The eigenfrequencies in presence of thermal effects are simulated by coupling the mechanical and thermal domains. Firstly, given a temperature variation \(\Delta T\), Young’s modulus is modified according to Eq.(3). After that, a thermal expansion is applied in the entire domain. Then, a static step is used to compute the residual thermal stresses. Finally, the natural frequencies are computed by solving an eigenfrequency step starting from the results of the previous step. With this procedure, we have computed the TCF values (Table 4) related to the target natural frequencies of the resonators.

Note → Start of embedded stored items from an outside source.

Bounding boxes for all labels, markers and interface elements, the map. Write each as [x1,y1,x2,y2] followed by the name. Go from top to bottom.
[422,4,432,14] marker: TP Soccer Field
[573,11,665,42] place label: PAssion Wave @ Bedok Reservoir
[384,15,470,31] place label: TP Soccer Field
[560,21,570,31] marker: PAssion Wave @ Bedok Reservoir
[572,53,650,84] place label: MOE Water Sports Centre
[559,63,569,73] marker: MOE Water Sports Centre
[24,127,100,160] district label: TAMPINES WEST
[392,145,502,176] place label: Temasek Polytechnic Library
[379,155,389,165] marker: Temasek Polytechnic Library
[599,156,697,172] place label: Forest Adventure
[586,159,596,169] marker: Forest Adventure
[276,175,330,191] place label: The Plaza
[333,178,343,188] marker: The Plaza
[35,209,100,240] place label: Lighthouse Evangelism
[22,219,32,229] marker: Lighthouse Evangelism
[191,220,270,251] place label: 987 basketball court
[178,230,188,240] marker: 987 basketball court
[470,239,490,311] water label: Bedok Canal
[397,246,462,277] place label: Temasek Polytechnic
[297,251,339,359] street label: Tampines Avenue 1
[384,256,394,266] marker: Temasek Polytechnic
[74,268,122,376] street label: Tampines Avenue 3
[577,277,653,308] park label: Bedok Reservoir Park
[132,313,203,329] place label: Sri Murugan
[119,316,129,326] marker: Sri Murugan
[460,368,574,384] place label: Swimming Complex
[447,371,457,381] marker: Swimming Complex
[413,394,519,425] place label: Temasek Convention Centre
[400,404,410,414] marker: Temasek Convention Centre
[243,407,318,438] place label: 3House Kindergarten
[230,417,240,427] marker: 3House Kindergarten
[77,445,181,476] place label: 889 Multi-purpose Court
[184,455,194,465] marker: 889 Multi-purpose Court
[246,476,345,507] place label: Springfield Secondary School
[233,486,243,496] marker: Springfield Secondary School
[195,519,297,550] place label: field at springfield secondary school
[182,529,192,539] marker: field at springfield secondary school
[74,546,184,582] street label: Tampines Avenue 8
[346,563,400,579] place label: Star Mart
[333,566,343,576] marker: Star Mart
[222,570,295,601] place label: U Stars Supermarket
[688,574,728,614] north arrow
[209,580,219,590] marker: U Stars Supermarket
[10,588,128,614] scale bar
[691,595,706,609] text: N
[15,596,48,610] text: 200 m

The discrepancy between all the numerical results (Table 3) is below 1%, thus confirming the quality of the solutions obtained with OpenLSTO.

Fig. 6
figure 6

Target mode shapes of the resonators shown in Fig. 5

Table 3 Target eigenfrequencies of the resonators shown in Fig. 5 at the reference temperature (\(\Delta T= 0~^{\circ }\textrm{C}\)). The values obtained with OpenLSTO are compared to those computed with COMSOL
Table 4 TCF values related to the target modes of the resonators shown in Fig. 5. The values obtained with OpenLSTO are compared to those computed with COMSOL

5.3 Effects of the boundary conditions

The method proposed in Sect. 4 involves residual thermal stresses, which depend on the boundary conditions. In this Section, we use the same problem formulation presented in Sect. 5.2 (Problem (46)) to show how the optimal solution changes in presence of different boundary conditions. In particular, we consider the two boundary conditions illustrated in Fig. 7.

Fig. 7
figure 7

Different boundary conditions used in Sect. 5.3

Figure 8 shows the results obtained with the partial fixed boundary conditions (Fig. 7a), whereas Fig. 9 shows the results obtained with the four corners boundary conditions (Fig. 7b). In all the examples, the target frequency of 1 MHz has been reached. In addition, the robust solutions exhibit lower values of frequency variance and TCF compared to their deterministic counterparts, thus confirming the validity of the proposed approach.

Fig. 8
figure 8

Comparison between the deterministic layout (a), obtained with a deterministic level-set optimization, and the robust layout (b), obtained by solving Problem (46). Solutions obtained with the partial fixed boundary conditions (Fig. 7a)

Fig. 9
figure 9

Comparison between the deterministic layout (a), obtained with a deterministic level-set optimization, and the robust layout (b), obtained by solving Problem (46). Solutions obtained with the four corners boundary conditions (Fig. 7b)

6 Conclusion

In this work, a novel approach that deals with temperature uncertainties has been described. Statistical analysis was used to obtain analytical expressions for the expected natural frequencies and their variance over temperature. These values were used to formulate the temperature-robust eigenfrequency optimization, which aims at maximizing the expected natural frequency while minimizing its variance due to temperature variations. The optimization problem was solved using a level-set optimization algorithm, and the sensitivities were computed through the adjoint method by exploiting the definition of Static Modal Derivatives (SMD). Even though there exist more accurate approaches for the calculation of modal derivatives, the static approximation was chosen mainly due to its simplicity and computational efficiency. A possible limitation of the proposed approach lies in the first-order approximation of the natural frequencies. While higher-order terms would improve the accuracy of the proposed method, their inclusion would increase the complexity of the formulation, especially that of the statistical and sensitivity analysis. Numerical examples considering different temperature conditions, weights, and boundary conditions were presented to support the effectiveness of the proposed approach, along with an example of a 1 MHz temperature-robust MEMS resonator. The proposed layout, which has been validated using COMSOL, exhibits a TCF coefficient comparable to that of real-world devices. It is worth mentioning that the desired TCF value may not always be achievable. Nonetheless, any attempt aimed at minimizing the TCF will reduce the effort required by other active compensation techniques as well as the amount of energy required by such systems.